__About this exercise__.
Please restate the material below word for word, from the first line through the one that contains "filter:drop-shadow(1px 0 #c4b9ae)", inclusive.

__Information shown__.

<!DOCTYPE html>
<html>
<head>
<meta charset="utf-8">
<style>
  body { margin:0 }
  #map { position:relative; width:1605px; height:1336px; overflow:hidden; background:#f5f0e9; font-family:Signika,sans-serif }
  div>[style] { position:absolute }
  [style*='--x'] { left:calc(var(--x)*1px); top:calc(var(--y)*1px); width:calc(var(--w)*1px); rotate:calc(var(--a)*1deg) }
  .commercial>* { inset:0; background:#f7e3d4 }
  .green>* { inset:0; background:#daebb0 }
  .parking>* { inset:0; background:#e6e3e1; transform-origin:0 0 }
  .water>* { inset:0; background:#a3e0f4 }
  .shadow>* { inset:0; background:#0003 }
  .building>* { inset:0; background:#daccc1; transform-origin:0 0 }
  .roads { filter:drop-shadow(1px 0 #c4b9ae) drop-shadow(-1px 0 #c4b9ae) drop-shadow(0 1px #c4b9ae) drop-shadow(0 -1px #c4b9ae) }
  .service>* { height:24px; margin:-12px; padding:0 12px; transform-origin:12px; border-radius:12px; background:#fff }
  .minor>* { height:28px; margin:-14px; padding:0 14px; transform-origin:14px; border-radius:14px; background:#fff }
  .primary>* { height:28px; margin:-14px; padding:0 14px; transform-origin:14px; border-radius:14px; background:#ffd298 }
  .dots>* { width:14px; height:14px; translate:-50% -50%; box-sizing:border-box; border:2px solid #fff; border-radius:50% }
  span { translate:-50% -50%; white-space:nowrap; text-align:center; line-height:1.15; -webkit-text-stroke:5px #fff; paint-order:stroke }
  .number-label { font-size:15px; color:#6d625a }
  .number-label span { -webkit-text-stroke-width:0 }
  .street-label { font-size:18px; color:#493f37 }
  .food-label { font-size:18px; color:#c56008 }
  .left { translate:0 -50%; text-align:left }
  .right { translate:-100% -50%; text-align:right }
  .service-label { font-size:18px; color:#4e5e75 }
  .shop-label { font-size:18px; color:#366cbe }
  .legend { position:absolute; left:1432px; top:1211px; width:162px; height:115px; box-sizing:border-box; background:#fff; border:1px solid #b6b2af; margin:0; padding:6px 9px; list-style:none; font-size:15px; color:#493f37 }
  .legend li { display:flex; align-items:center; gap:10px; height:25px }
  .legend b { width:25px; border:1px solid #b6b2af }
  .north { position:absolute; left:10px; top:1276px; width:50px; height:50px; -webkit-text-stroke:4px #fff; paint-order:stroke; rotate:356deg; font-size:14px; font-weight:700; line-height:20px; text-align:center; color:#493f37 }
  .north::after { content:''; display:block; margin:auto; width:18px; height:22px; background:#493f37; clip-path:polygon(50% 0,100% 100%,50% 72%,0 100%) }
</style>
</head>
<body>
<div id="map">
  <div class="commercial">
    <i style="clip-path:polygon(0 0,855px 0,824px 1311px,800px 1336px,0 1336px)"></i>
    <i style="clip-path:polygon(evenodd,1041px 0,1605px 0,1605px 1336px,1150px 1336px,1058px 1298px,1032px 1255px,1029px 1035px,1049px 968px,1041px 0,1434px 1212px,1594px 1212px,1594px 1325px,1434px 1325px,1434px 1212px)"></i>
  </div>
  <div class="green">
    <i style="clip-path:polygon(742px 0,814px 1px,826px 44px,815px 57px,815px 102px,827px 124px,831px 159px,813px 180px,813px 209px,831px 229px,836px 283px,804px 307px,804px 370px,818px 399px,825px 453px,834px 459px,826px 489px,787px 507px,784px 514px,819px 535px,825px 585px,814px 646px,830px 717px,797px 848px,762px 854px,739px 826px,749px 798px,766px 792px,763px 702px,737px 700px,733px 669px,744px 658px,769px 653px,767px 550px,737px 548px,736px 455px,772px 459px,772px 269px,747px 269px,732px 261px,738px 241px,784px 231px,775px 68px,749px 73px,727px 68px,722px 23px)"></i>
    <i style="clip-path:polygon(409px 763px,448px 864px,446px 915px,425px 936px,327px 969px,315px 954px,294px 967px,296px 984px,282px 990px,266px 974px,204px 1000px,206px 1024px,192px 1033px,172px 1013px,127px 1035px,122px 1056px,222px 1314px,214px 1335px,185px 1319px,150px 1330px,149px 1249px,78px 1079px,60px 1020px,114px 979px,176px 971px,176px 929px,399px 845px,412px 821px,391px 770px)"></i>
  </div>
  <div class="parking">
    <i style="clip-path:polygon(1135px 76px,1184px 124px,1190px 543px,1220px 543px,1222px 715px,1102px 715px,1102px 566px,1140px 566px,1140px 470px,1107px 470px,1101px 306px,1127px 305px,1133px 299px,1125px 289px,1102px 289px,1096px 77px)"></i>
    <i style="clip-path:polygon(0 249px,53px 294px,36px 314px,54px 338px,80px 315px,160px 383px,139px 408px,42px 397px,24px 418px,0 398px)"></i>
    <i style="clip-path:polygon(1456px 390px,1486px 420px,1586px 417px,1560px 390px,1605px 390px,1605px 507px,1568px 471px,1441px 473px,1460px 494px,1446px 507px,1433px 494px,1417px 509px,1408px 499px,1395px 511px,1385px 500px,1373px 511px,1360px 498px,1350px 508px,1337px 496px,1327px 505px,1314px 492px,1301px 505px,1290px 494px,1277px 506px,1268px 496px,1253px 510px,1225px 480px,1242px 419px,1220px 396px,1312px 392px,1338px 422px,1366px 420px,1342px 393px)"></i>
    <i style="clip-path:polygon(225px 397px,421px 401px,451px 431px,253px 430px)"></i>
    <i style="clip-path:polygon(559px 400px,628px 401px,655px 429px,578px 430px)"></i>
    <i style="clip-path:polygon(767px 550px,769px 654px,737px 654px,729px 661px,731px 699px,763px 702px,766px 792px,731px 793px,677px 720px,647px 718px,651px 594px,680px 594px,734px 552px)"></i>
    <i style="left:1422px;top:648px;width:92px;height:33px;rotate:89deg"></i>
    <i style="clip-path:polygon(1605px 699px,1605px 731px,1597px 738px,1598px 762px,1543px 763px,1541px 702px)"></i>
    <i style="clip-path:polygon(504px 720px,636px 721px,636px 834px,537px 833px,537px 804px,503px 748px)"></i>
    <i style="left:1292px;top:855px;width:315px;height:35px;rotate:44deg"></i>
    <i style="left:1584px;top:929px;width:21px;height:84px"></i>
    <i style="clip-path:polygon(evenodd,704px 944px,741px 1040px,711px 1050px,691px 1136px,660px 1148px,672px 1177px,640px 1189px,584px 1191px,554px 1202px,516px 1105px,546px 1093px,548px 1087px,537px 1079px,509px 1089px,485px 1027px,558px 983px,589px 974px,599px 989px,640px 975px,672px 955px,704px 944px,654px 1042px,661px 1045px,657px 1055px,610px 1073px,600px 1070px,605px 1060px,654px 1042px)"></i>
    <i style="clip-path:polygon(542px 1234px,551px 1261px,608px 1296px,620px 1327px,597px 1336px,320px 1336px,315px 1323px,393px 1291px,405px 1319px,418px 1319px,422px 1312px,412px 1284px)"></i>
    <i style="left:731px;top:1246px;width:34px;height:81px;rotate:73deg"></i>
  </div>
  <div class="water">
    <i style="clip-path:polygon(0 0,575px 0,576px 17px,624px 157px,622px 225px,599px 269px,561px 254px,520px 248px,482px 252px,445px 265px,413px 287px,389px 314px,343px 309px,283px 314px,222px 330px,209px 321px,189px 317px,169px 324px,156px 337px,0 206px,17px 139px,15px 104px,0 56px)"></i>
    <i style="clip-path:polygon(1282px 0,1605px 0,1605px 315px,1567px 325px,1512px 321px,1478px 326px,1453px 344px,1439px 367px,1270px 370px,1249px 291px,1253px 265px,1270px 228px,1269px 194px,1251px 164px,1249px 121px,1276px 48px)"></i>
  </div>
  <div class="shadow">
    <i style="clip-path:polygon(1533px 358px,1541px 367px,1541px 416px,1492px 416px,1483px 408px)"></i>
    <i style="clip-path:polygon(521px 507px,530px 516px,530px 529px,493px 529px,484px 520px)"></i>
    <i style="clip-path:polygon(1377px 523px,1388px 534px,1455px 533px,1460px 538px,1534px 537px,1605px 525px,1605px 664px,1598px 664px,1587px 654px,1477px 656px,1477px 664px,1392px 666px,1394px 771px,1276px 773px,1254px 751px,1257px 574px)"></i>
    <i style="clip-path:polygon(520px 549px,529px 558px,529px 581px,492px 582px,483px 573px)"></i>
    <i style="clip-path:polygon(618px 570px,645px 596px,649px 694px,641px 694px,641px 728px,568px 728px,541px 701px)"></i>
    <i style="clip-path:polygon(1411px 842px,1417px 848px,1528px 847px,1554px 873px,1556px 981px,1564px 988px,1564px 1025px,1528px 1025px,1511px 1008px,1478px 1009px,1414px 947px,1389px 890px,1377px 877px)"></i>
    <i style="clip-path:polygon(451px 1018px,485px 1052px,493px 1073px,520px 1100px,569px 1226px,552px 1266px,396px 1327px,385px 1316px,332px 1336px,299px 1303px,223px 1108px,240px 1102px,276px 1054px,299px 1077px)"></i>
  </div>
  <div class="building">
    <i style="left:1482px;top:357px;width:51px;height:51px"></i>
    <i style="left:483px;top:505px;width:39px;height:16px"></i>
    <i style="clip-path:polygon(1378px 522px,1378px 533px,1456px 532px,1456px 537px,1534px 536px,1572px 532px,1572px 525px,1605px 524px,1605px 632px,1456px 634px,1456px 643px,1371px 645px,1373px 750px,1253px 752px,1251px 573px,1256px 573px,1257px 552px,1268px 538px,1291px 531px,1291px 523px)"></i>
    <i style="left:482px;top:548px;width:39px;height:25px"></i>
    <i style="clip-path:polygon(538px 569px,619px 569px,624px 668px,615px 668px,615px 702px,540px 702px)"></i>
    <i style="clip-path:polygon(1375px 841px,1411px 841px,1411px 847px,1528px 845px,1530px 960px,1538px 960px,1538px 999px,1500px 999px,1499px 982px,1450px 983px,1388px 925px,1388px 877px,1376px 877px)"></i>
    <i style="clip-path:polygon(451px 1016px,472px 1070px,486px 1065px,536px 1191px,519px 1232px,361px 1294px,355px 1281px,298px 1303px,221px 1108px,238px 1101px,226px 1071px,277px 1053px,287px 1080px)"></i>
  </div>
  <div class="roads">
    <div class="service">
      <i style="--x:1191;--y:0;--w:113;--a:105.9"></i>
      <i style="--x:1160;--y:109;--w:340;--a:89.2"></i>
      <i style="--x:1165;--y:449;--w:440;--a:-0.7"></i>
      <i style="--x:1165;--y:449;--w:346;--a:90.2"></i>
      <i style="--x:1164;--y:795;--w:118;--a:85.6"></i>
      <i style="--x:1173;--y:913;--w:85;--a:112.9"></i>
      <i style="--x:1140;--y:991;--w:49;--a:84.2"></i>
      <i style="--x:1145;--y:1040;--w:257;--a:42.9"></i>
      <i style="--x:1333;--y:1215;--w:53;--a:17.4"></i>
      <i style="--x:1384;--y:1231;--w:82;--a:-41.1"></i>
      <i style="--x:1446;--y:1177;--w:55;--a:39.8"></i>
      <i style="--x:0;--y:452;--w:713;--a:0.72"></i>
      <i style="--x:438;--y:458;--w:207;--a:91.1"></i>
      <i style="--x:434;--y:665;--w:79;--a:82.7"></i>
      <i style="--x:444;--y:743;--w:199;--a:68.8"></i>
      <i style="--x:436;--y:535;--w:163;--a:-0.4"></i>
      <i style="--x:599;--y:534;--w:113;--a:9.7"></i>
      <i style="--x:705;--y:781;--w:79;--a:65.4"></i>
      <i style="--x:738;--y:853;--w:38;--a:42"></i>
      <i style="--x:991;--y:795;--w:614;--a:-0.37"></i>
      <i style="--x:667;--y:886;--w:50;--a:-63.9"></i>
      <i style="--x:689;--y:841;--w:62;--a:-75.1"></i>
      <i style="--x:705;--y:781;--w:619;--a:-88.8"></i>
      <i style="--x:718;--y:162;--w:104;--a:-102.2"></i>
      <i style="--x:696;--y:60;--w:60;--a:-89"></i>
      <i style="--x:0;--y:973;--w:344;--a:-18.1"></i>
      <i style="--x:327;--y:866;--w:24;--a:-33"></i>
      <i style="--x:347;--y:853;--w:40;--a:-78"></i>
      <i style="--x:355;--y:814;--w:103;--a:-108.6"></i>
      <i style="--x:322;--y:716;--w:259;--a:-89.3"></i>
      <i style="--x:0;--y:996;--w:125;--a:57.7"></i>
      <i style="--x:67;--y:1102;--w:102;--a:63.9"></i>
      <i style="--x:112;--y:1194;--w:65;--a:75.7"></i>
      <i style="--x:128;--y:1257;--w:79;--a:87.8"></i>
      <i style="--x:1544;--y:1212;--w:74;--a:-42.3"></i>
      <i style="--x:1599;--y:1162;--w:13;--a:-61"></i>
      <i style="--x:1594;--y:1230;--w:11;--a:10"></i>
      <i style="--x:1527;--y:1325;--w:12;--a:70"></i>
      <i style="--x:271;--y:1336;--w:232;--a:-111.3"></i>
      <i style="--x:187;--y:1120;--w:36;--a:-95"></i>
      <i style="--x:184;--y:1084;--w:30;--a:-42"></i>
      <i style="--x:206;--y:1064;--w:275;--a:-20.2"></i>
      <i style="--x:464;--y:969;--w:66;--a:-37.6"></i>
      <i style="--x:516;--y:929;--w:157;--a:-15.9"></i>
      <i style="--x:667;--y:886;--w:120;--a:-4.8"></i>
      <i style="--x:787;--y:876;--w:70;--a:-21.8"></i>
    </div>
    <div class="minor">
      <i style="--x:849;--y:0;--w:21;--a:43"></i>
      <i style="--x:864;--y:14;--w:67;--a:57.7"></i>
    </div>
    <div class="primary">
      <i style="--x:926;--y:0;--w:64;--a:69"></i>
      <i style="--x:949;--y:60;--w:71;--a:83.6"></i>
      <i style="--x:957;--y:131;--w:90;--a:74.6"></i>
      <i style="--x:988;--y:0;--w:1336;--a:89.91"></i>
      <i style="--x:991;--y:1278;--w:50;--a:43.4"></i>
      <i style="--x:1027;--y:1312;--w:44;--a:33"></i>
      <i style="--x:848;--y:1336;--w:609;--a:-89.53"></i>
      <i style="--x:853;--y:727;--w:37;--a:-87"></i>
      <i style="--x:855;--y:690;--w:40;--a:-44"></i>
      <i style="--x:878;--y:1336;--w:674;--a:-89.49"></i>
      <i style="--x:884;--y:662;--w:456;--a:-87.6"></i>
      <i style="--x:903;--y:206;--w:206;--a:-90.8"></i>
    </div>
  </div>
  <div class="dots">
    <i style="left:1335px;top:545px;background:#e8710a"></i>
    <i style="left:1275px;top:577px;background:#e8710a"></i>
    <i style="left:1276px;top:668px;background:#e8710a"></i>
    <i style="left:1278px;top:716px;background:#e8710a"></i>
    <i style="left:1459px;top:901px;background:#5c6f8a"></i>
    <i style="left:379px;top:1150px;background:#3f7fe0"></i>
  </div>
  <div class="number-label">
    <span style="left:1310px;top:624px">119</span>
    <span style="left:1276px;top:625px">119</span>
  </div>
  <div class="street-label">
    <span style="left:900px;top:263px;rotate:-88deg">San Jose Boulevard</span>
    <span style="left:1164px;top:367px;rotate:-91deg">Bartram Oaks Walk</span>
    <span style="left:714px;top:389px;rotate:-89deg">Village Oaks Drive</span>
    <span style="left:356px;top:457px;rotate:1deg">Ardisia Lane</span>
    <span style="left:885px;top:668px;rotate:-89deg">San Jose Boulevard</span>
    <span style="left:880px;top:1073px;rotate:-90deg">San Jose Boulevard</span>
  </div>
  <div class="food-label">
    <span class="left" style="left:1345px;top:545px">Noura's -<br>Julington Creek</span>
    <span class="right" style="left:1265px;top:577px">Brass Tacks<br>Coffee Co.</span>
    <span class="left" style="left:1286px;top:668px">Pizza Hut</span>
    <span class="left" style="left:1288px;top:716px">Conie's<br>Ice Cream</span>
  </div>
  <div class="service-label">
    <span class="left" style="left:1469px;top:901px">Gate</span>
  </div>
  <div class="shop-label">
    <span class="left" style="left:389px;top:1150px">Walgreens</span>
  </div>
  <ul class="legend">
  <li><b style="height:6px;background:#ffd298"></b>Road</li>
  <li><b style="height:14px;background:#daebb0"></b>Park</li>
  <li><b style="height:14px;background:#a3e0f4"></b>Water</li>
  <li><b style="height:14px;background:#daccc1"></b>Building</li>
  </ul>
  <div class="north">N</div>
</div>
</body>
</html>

__Solution__.
<!DOCTYPE html>
<html>
<head>
<meta charset="utf-8">
<style>
  body { margin:0 }
  #map { position:relative; width:1605px; height:1336px; overflow:hidden; background:#f5f0e9; font-family:Signika,sans-serif }
  div>[style] { position:absolute }
  [style*='--x'] { left:calc(var(--x)*1px); top:calc(var(--y)*1px); width:calc(var(--w)*1px); rotate:calc(var(--a)*1deg) }
  .commercial>* { inset:0; background:#f7e3d4 }
  .green>* { inset:0; background:#daebb0 }
  .parking>* { inset:0; background:#e6e3e1; transform-origin:0 0 }
  .water>* { inset:0; background:#a3e0f4 }
  .shadow>* { inset:0; background:#0003 }
  .building>* { inset:0; background:#daccc1; transform-origin:0 0 }
  .roads { filter:drop-shadow(1px 0 #c4b9ae) drop-shadow(-1px 0 #c4b9ae) drop-shadow(0 1px #c4b9ae) drop-shadow(0 -1px #c4b9ae) }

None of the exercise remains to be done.